> _Data for processing_
▬▬▬▬▬▬▬▬▬▬

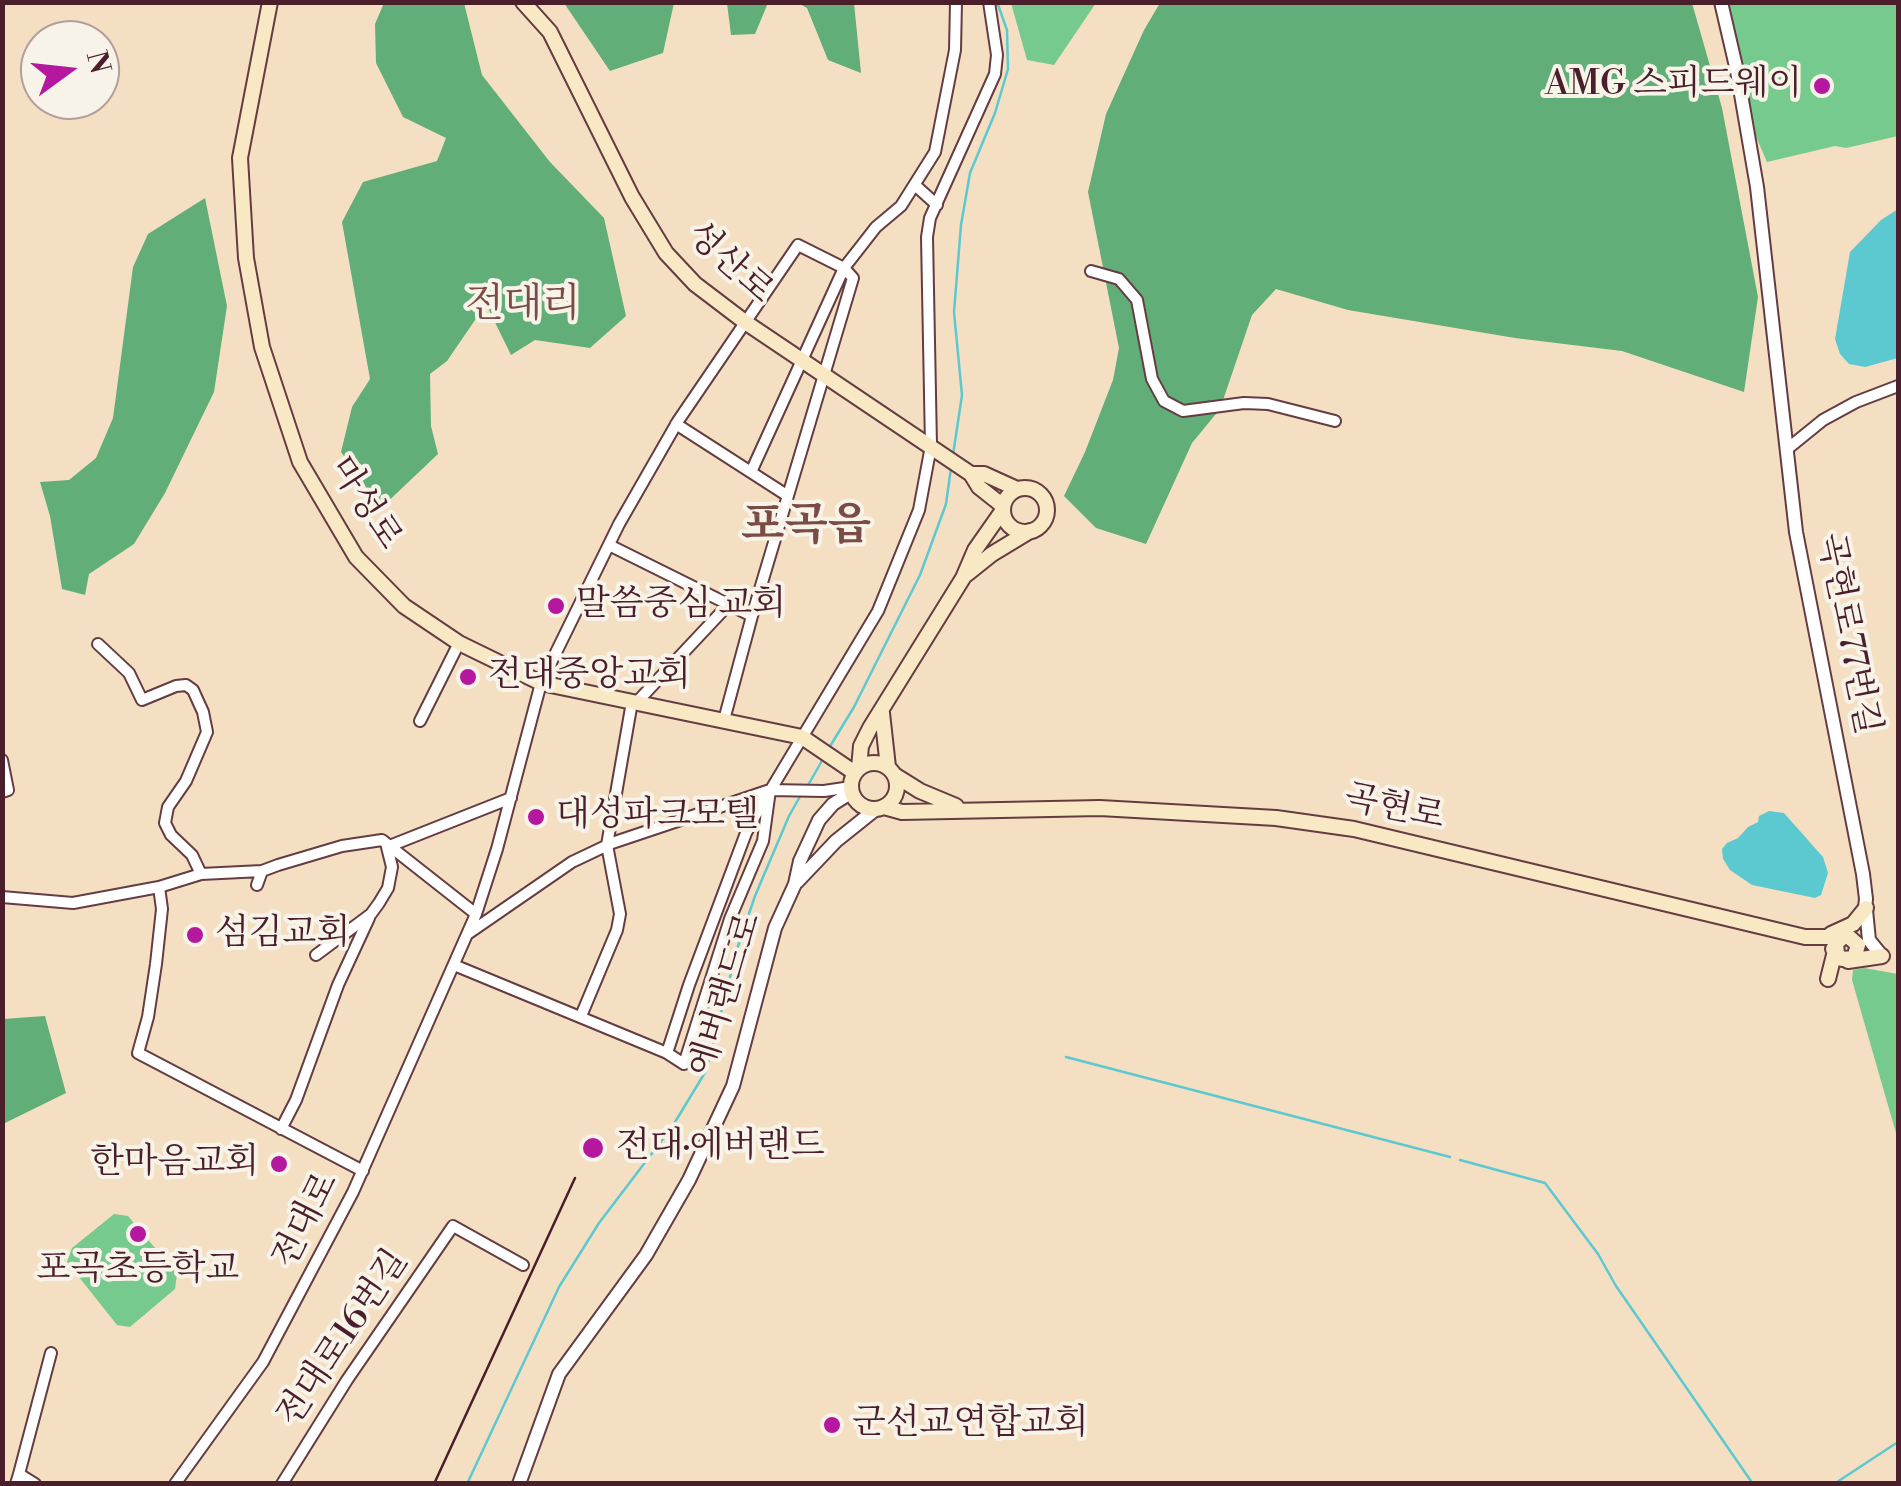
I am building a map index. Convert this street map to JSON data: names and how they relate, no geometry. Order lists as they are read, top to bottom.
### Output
{
  "streets": {
    "main road": [
      "성산로",
      "마성로",
      "곡현로",
      "에버랜드로"
    ],
    "street": ["곡현로77번길", "전대로", "전대로16번길"]
  },
  "crossings": [
    ["성산로", "전대로"],
    ["마성로", "전대로"],
    ["곡현로", "에버랜드로"]
  ],
  "districts": ["전대리", "포곡읍"],
  "places": [
    "AMG 스피드웨이",
    "말씀중심 교회",
    "전대중앙교회",
    "대성파크모텔",
    "섬김교회",
    "전대·에버랜드",
    "한마음교회",
    "포곡초등학교",
    "군선교연합교회"
  ],
  "north": "right"
}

▬▬▬▬▬▬▬▬▬▬

> _Exercise prompt_
Repeat each line of the records exactly. Do not include the pictures.

> _Solved exercise_
I am building a map index. Convert this street map to JSON data: names and how they relate, no geometry. Order lists as they are read, top to bottom.
### Output
{
  "streets": {
    "main road": [
      "성산로",
      "마성로",
      "곡현로",
      "에버랜드로"
    ],
    "street": ["곡현로77번길", "전대로", "전대로16번길"]
  },
  "crossings": [
    ["성산로", "전대로"],
    ["마성로", "전대로"],
    ["곡현로", "에버랜드로"]
  ],
  "districts": ["전대리", "포곡읍"],
  "places": [
    "AMG 스피드웨이",
    "말씀중심 교회",
    "전대중앙교회",
    "대성파크모텔",
    "섬김교회",
    "전대·에버랜드",
    "한마음교회",
    "포곡초등학교",
    "군선교연합교회"
  ],
  "north": "right"
}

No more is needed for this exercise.